Provided entries START

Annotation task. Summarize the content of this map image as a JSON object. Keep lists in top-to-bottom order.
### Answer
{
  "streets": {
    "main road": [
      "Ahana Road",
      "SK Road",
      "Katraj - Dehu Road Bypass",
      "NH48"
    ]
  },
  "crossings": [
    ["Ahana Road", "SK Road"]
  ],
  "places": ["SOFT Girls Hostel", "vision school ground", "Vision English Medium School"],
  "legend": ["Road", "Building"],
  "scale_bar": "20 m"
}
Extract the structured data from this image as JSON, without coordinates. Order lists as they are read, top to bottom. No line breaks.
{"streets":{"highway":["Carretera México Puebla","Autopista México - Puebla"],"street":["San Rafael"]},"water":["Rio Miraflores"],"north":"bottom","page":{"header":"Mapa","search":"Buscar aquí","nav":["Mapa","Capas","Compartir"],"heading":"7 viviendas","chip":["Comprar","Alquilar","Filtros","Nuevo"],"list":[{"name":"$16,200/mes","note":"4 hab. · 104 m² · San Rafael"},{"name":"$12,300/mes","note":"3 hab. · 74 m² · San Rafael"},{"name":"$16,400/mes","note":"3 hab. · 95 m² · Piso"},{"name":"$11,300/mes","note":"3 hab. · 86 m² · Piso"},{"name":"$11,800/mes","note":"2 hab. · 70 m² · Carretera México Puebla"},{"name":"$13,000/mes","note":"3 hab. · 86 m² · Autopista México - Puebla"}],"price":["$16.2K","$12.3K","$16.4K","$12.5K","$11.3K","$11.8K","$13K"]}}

Provided entries END

About this task
Exactly as they appear above, copy out all the records.

Result
Annotation task. Summarize the content of this map image as a JSON object. Keep lists in top-to-bottom order.
### Answer
{
  "streets": {
    "main road": [
      "Ahana Road",
      "SK Road",
      "Katraj - Dehu Road Bypass",
      "NH48"
    ]
  },
  "crossings": [
    ["Ahana Road", "SK Road"]
  ],
  "places": ["SOFT Girls Hostel", "vision school ground", "Vision English Medium School"],
  "legend": ["Road", "Building"],
  "scale_bar": "20 m"
}
Extract the structured data from this image as JSON, without coordinates. Order lists as they are read, top to bottom. No line breaks.
{"streets":{"highway":["Carretera México Puebla","Autopista México - Puebla"],"street":["San Rafael"]},"water":["Rio Miraflores"],"north":"bottom","page":{"header":"Mapa","search":"Buscar aquí","nav":["Mapa","Capas","Compartir"],"heading":"7 viviendas","chip":["Comprar","Alquilar","Filtros","Nuevo"],"list":[{"name":"$16,200/mes","note":"4 hab. · 104 m² · San Rafael"},{"name":"$12,300/mes","note":"3 hab. · 74 m² · San Rafael"},{"name":"$16,400/mes","note":"3 hab. · 95 m² · Piso"},{"name":"$11,300/mes","note":"3 hab. · 86 m² · Piso"},{"name":"$11,800/mes","note":"2 hab. · 70 m² · Carretera México Puebla"},{"name":"$13,000/mes","note":"3 hab. · 86 m² · Autopista México - Puebla"}],"price":["$16.2K","$12.3K","$16.4K","$12.5K","$11.3K","$11.8K","$13K"]}}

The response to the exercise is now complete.